◆ Stored items:
-=-=-

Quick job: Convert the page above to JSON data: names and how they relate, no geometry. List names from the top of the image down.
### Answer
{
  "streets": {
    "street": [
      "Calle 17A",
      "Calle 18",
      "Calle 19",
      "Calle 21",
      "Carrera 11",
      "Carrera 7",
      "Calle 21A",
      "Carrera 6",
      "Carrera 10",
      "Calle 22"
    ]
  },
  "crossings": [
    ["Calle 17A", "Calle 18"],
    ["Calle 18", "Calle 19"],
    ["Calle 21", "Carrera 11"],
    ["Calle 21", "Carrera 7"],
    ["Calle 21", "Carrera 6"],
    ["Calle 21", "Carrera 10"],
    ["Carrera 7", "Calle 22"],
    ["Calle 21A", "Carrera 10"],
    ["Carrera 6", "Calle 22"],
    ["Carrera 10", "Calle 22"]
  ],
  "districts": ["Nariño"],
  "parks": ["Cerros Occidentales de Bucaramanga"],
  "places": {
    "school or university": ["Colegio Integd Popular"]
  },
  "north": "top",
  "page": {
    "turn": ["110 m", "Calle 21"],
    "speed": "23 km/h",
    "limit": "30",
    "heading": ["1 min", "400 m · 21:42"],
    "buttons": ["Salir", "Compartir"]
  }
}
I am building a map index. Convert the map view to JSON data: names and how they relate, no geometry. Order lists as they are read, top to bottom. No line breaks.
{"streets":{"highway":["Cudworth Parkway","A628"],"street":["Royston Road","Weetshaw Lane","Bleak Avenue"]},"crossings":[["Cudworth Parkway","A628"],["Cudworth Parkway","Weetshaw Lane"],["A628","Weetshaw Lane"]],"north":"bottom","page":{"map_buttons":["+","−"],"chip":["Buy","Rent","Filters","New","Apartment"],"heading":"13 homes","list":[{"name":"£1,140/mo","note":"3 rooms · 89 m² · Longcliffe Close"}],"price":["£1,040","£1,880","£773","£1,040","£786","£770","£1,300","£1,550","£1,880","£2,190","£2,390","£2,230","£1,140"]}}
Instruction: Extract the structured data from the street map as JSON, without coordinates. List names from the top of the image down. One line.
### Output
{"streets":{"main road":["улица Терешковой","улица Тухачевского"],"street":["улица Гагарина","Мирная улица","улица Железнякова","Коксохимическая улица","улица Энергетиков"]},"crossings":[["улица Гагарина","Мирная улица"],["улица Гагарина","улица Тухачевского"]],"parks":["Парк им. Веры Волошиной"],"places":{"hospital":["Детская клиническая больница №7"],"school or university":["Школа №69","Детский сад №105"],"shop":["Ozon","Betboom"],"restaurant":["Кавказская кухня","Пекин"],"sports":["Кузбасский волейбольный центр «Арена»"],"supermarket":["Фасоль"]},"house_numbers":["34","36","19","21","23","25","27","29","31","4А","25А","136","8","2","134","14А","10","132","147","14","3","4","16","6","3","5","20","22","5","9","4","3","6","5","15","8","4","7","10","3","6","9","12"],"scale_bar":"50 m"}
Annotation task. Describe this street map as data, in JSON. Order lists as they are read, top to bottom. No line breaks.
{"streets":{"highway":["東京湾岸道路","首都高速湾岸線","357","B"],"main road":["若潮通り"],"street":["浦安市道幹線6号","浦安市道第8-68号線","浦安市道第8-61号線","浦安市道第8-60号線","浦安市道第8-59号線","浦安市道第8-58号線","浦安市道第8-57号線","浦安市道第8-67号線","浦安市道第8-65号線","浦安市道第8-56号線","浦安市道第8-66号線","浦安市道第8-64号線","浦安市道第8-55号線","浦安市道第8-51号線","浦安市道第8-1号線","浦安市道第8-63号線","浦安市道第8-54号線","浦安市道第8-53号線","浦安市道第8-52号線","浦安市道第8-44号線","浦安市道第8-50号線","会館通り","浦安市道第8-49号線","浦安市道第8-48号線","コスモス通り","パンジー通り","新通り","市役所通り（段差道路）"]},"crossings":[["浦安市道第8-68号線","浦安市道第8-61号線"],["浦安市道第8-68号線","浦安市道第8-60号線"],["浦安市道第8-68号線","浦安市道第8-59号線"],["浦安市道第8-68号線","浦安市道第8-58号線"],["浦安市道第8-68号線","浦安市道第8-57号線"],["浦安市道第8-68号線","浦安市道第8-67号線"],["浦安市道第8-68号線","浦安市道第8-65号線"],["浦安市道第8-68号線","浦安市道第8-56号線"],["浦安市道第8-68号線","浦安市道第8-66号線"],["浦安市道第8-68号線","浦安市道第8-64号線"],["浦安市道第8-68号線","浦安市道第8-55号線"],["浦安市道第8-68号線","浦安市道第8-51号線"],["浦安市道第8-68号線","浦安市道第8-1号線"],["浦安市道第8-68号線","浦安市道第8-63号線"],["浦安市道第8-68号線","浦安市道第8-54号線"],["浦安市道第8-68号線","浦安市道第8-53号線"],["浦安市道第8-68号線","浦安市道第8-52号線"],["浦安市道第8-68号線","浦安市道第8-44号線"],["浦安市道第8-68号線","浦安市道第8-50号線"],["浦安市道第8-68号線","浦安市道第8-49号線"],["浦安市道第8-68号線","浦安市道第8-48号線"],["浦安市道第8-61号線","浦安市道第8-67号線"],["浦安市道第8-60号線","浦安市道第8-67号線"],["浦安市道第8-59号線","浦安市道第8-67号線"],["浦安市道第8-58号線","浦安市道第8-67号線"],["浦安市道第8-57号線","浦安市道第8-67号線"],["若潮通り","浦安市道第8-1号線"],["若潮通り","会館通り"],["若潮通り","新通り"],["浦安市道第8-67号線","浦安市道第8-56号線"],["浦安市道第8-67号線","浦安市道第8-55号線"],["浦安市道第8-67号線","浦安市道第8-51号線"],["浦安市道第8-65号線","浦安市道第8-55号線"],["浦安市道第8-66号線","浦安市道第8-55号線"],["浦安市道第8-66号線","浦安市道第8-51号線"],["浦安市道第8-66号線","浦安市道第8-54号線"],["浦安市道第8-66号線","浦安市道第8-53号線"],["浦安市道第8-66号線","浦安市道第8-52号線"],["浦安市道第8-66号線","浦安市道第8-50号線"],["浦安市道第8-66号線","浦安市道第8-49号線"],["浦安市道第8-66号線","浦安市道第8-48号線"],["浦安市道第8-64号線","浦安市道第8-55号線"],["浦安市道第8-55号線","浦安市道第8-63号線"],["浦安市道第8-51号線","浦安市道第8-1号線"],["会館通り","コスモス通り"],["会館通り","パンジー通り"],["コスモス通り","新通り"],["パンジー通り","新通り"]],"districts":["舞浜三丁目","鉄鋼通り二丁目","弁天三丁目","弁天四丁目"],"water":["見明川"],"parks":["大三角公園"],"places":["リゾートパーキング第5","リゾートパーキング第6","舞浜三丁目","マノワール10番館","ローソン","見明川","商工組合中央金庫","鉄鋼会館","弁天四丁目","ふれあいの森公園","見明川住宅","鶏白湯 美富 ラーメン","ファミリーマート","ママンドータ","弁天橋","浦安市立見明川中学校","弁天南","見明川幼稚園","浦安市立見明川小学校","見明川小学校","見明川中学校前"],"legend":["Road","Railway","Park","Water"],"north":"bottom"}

-=-=-

◆ TASK STATEMENT: Quote the data above verbatim from its first line to the line that includes "Instruction: Extract the", with both boundary lines retained.

◆ RESPONSE AREA:
Quick job: Convert the page above to JSON data: names and how they relate, no geometry. List names from the top of the image down.
### Answer
{
  "streets": {
    "street": [
      "Calle 17A",
      "Calle 18",
      "Calle 19",
      "Calle 21",
      "Carrera 11",
      "Carrera 7",
      "Calle 21A",
      "Carrera 6",
      "Carrera 10",
      "Calle 22"
    ]
  },
  "crossings": [
    ["Calle 17A", "Calle 18"],
    ["Calle 18", "Calle 19"],
    ["Calle 21", "Carrera 11"],
    ["Calle 21", "Carrera 7"],
    ["Calle 21", "Carrera 6"],
    ["Calle 21", "Carrera 10"],
    ["Carrera 7", "Calle 22"],
    ["Calle 21A", "Carrera 10"],
    ["Carrera 6", "Calle 22"],
    ["Carrera 10", "Calle 22"]
  ],
  "districts": ["Nariño"],
  "parks": ["Cerros Occidentales de Bucaramanga"],
  "places": {
    "school or university": ["Colegio Integd Popular"]
  },
  "north": "top",
  "page": {
    "turn": ["110 m", "Calle 21"],
    "speed": "23 km/h",
    "limit": "30",
    "heading": ["1 min", "400 m · 21:42"],
    "buttons": ["Salir", "Compartir"]
  }
}
I am building a map index. Convert the map view to JSON data: names and how they relate, no geometry. Order lists as they are read, top to bottom. No line breaks.
{"streets":{"highway":["Cudworth Parkway","A628"],"street":["Royston Road","Weetshaw Lane","Bleak Avenue"]},"crossings":[["Cudworth Parkway","A628"],["Cudworth Parkway","Weetshaw Lane"],["A628","Weetshaw Lane"]],"north":"bottom","page":{"map_buttons":["+","−"],"chip":["Buy","Rent","Filters","New","Apartment"],"heading":"13 homes","list":[{"name":"£1,140/mo","note":"3 rooms · 89 m² · Longcliffe Close"}],"price":["£1,040","£1,880","£773","£1,040","£786","£770","£1,300","£1,550","£1,880","£2,190","£2,390","£2,230","£1,140"]}}
Instruction: Extract the structured data from the street map as JSON, without coordinates. List names from the top of the image down. One line.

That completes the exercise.